Let me share advice I offer both graduate students and myself as I try to find ways to turn knowledge into productivity.

  • Start with a phenomenon. Good theory, research, and practice requires a grounding in a phenomenon. Phenomenologists encourage thinkers to experience, think about, and write about what is happening that is of interest to them. The phenomenon may come from observation of an individual, leadership, or organization challenge and often is something that is a bit quirky or unusual. For example, we noticed that two firms in the same industry with similar earnings had different stock prices. This lead to exploration of the intangibles in market value, which led to better understanding of how investors derive confidence in future earnings from the quality of leadership, talent, and culture within a company. To get clarity about a phenomenon, I often write (or suggest to others) one to two pages about what I am interested in and why.
  • Create a point of view. With clear descriptors, it helps to try to explain why the phenomenon is happening. As noted above, figuring out why two firms in the same industry with the same earnings have different market values led to a theory of intangibles. I find it helpful to write a page or two about why is this happening. This exercise drives a perception about the potential causes and conceptual rational for the phenomenon.
  • Discover other relevant perspectives. Once the phenomenon and explanations are proposed, it is very helpful to systematically review what others have said. There are many theoretical perspectives, which may inform and predict why things happen as they do. To unravel intangibles, I ended up reviewing economic, investor, and organization literatures. At this nexus we were able to synthesize how others had tried to make sense of this market quirk. By drawing on theoretical underpinning from others, we help position our work in the knowledge network of what others have said. We can also identify specific questions we want to explore, which will expand the existing knowledge network.
  • Be rigorous in your methods. Research methods and statistical approaches flow from the questions we want to answer. The methods should match the research questions. In our intangibles research, since many of the ideas were exploratory, we did extensive interviews to figure out how investors thought about the problem. This led to other research that helped address the questions we are asking. The research design and methods help offer valid answers to the questions we raise.
  • Tie findings back to the problem. Once the studies have been done, it is good to close the loop and return to the original phenomenon. Have we added to the understanding of what is happening and why it is happening? Has our theory and research been able to offer new ways to think about and act on this phenomenon?
  • Learn. Learning is the ability to generate and generalize ideas with impact, so it is useful to envision how our work will offer insights to multiple stakeholders. What would those experiencing the phenomenon do differently? In our investor case, what would we say to investors? If we are studying leadership, what would we say to a group of leaders about the topic we covered? What would other scholars in the academic area say? Would our theories and research methods communicate to scholars how theories need to evolve or how theories might affect practice? What is missing in our work? What questions emerge or remain after answering our questions?

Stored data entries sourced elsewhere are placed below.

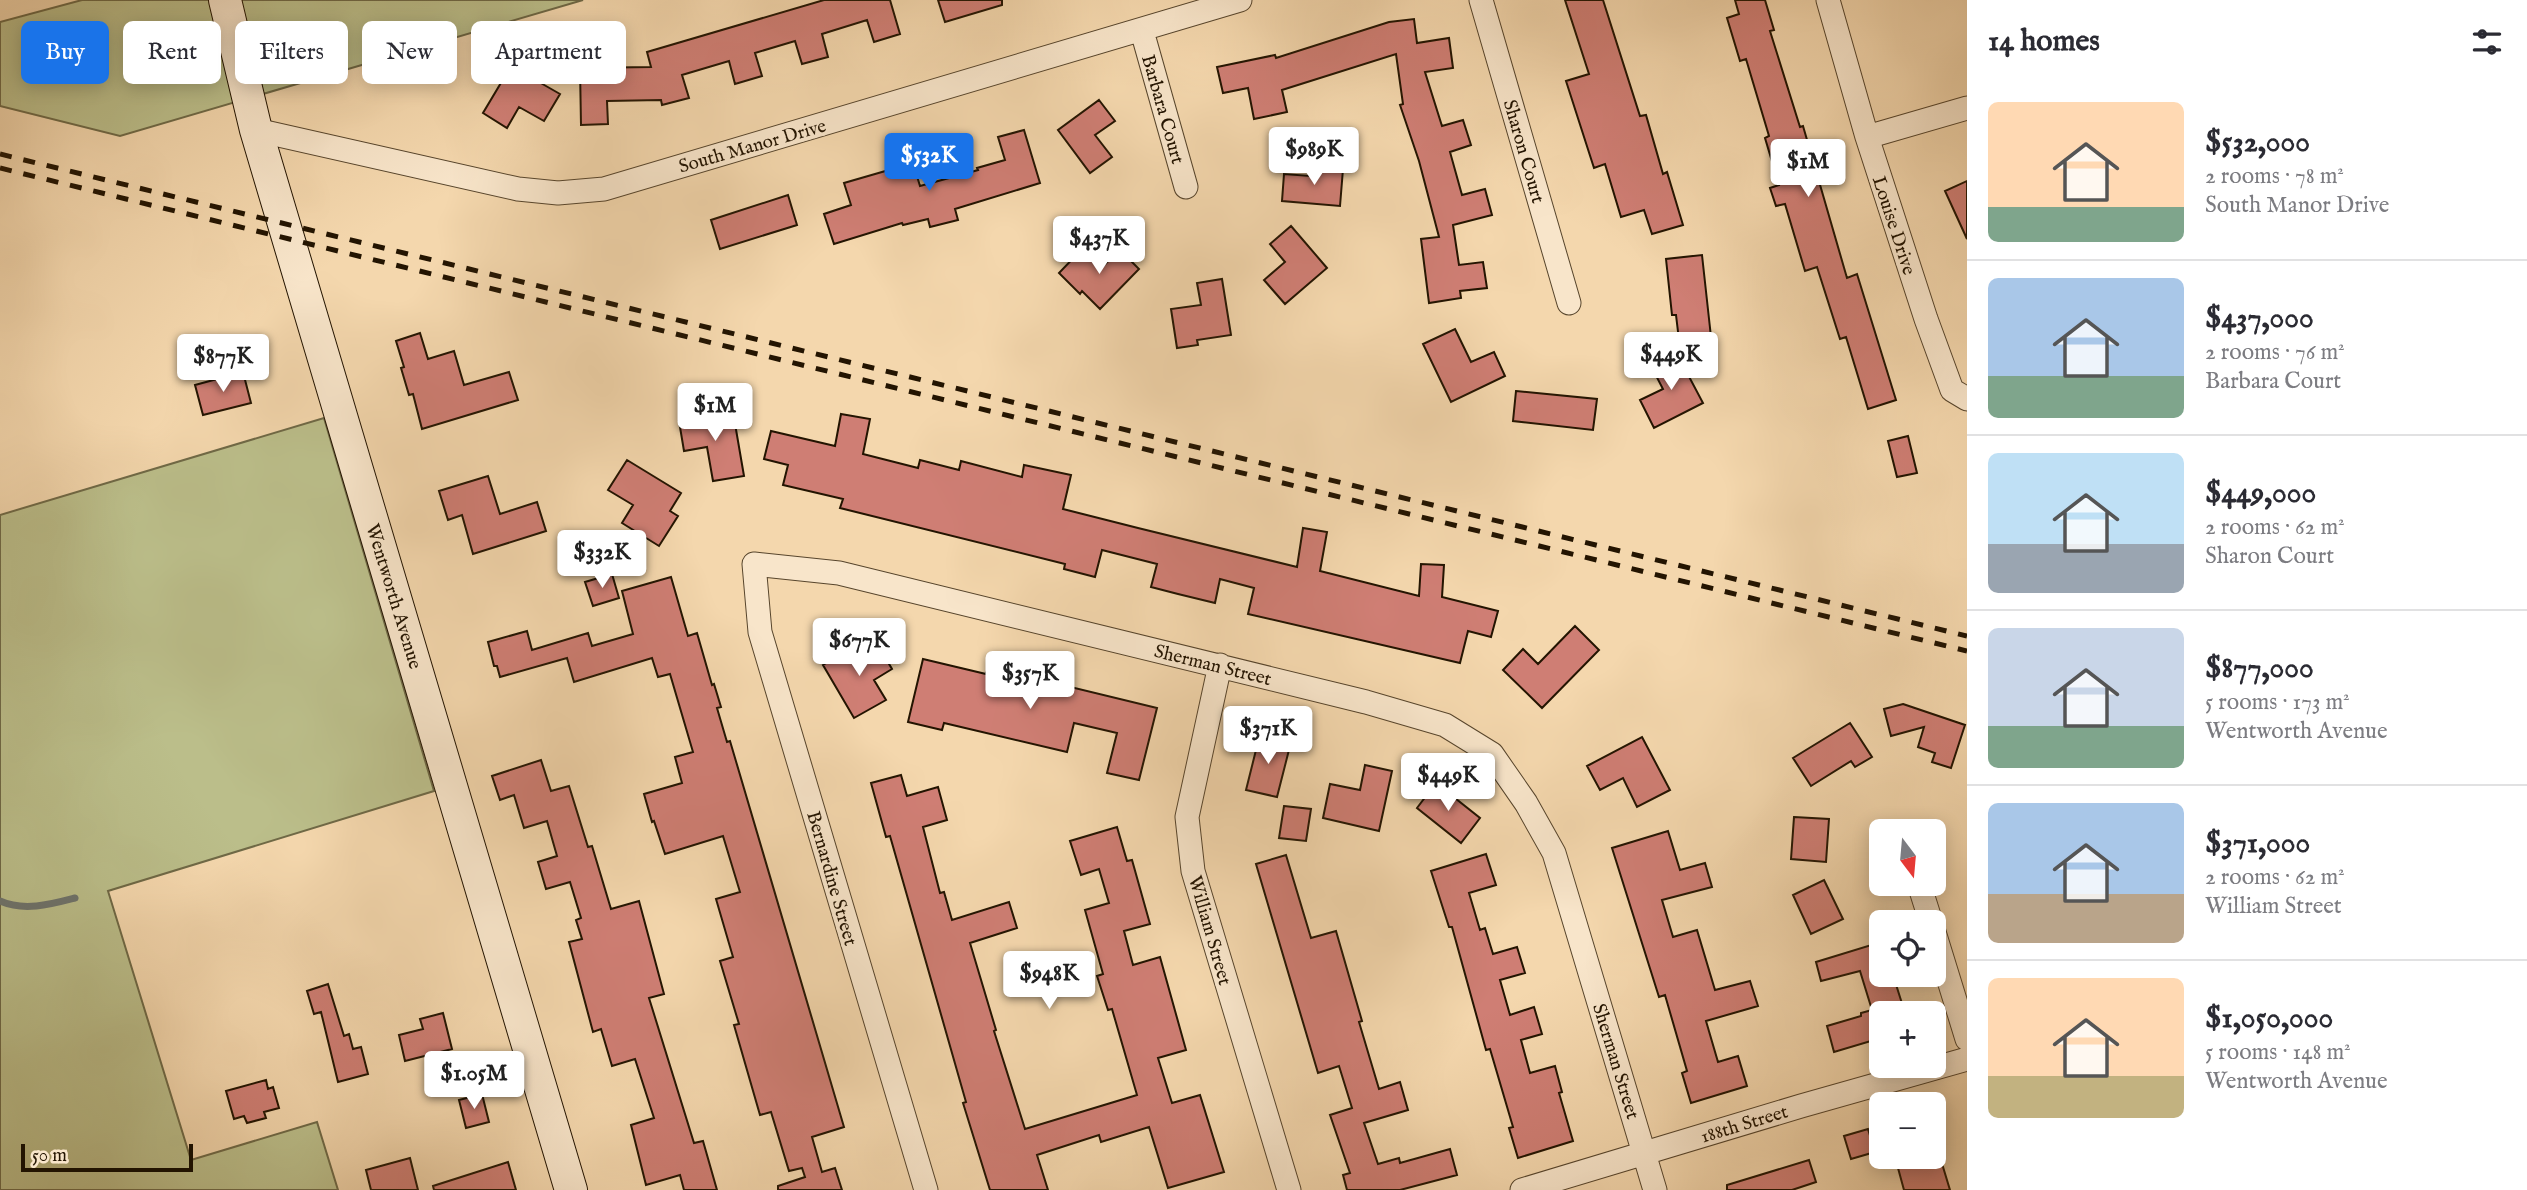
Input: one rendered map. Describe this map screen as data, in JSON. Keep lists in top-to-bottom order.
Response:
{
  "streets": {
    "street": [
      "Barbara Court",
      "South Manor Drive",
      "Sharon Court",
      "Louise Drive",
      "Wentworth Avenue",
      "Sherman Street",
      "Bernardine Street",
      "William Street",
      "188th Street"
    ]
  },
  "crossings": [
    ["Barbara Court", "South Manor Drive"],
    ["South Manor Drive", "Wentworth Avenue"],
    ["Sherman Street", "Bernardine Street"],
    ["Sherman Street", "William Street"],
    ["Sherman Street", "188th Street"]
  ],
  "scale_bar": "50 m",
  "north": "bottom",
  "page": {
    "heading": "14 homes",
    "chip": [
      "Buy",
      "Rent",
      "Filters",
      "New",
      "Apartment"
    ],
    "list": [
      {
        "name": "$532,000",
        "note": "2 rooms · 78 m² · South Manor Drive"
      },
      {
        "name": "$437,000",
        "note": "2 rooms · 76 m² · Barbara Court"
      },
      {
        "name": "$449,000",
        "note": "2 rooms · 62 m² · Sharon Court"
      },
      {
        "name": "$877,000",
        "note": "5 rooms · 173 m² · Wentworth Avenue"
      },
      {
        "name": "$371,000",
        "note": "2 rooms · 62 m² · William Street"
      },
      {
        "name": "$1,050,000",
        "note": "5 rooms · 148 m² · Wentworth Avenue"
      }
    ],
    "price": [
      "$989K",
      "$532K",
      "$1M",
      "$437K",
      "$449K",
      "$877K",
      "$1M",
      "$332K",
      "$677K",
      "$357K",
      "$371K",
      "$449K",
      "$948K",
      "$1.05M"
    ],
    "map_buttons": ["+", "−"],
    "scale": "50 m"
  }
}
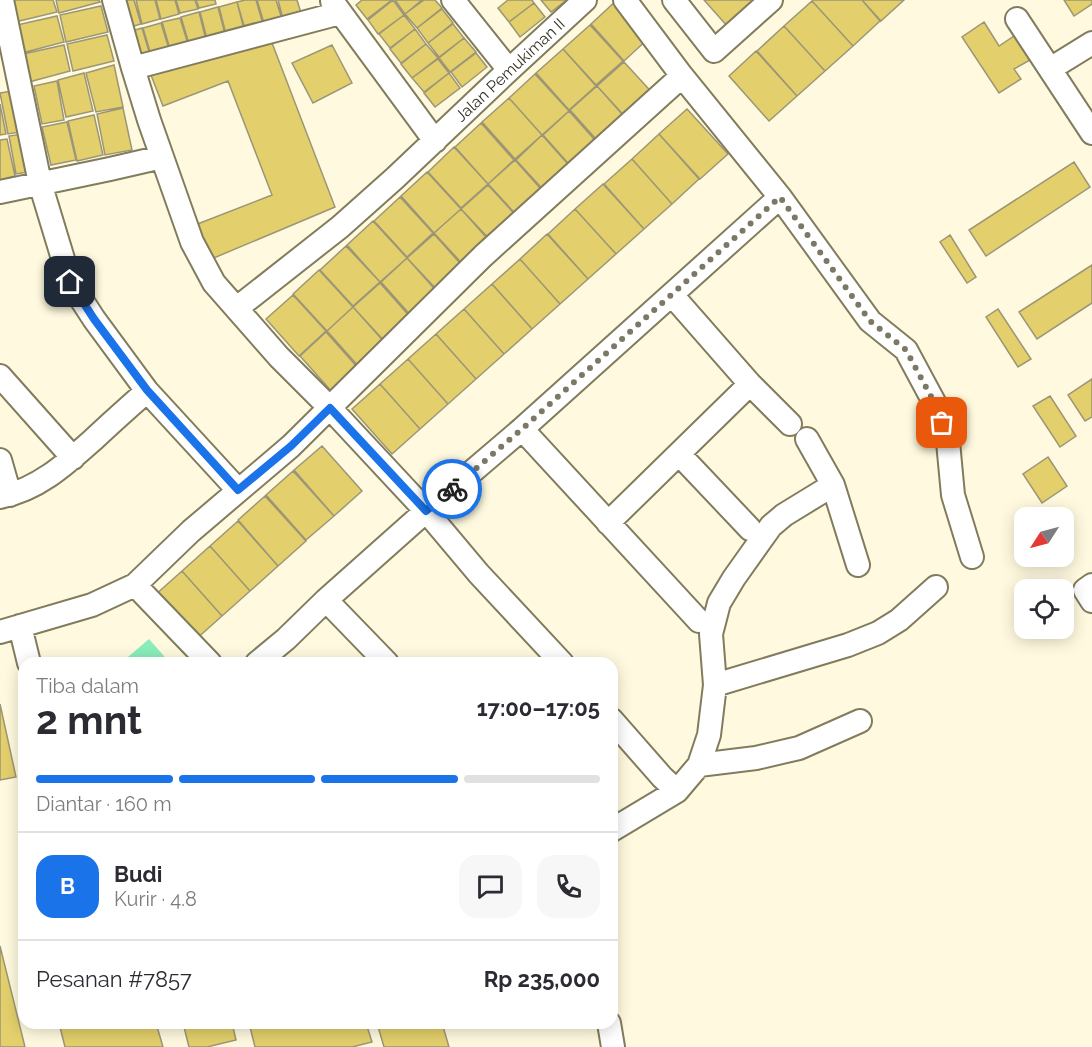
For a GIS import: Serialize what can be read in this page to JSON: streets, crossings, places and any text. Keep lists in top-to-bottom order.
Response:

These steps are not always linear or explicit and can be adapted to situations. But, they show how the connections across theory, research, and practice can be made. They may result in a future SIOP conference that might look more like Figure 5.

Figure 5:
SIOP 2025 Annual Conference
2025   Content
Setting for the work
Process Theory        10% 
  Research       60%
  Practice       30%
  TOTAL 20% 50% 30% 100%

Most of us have professional predispositions in content (industrial, organizational, or psychological) and process (theory, research, or methods), but as we seek to build knowledge networks not just warehouses, we should face and overcome those predispositions. When we do so, the knowledge we create for the next 25 years is likely to have even more impact.